* EXERCISE REQUIREMENTS: Nothing in the records below should be altered in the copy, although the pictures must be left out.

* LISTED ENTRIES:
+ + + + + + +
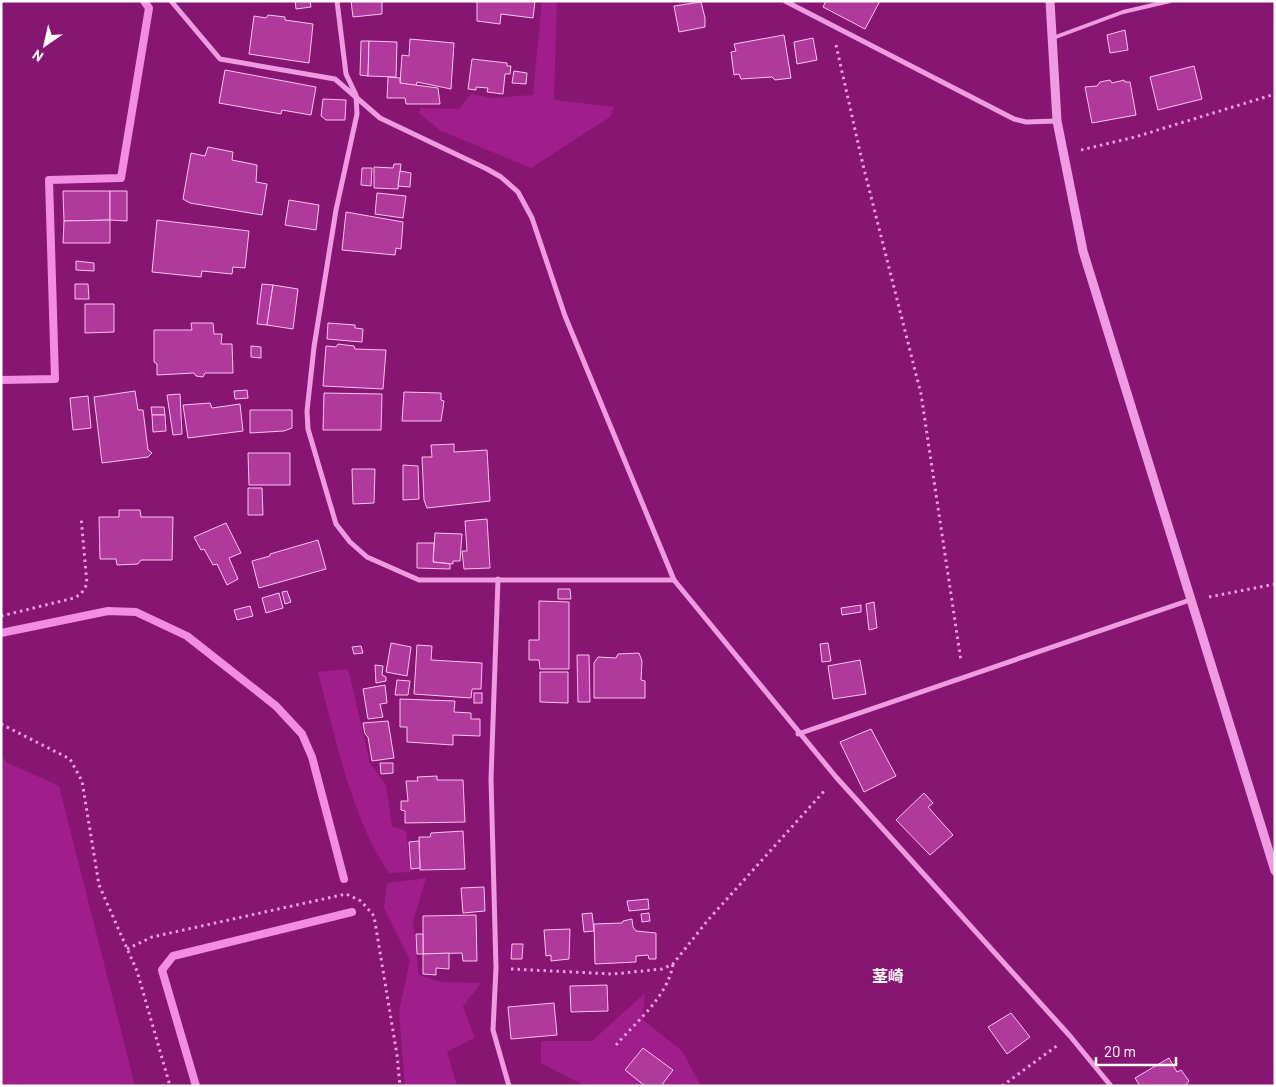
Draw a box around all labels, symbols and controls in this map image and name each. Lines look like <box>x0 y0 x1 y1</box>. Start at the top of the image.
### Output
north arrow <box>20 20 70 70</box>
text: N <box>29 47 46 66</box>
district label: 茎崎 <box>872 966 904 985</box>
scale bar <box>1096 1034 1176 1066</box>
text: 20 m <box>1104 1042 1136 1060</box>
+ + + + + + +
* SOLUTION TO THIS TASK:
Draw a box around all labels, symbols and controls in this map image and name each. Lines look like <box>x0 y0 x1 y1</box>. Start at the top of the image.
### Output
north arrow <box>20 20 70 70</box>
text: N <box>29 47 46 66</box>
district label: 茎崎 <box>872 966 904 985</box>
scale bar <box>1096 1034 1176 1066</box>
text: 20 m <box>1104 1042 1136 1060</box>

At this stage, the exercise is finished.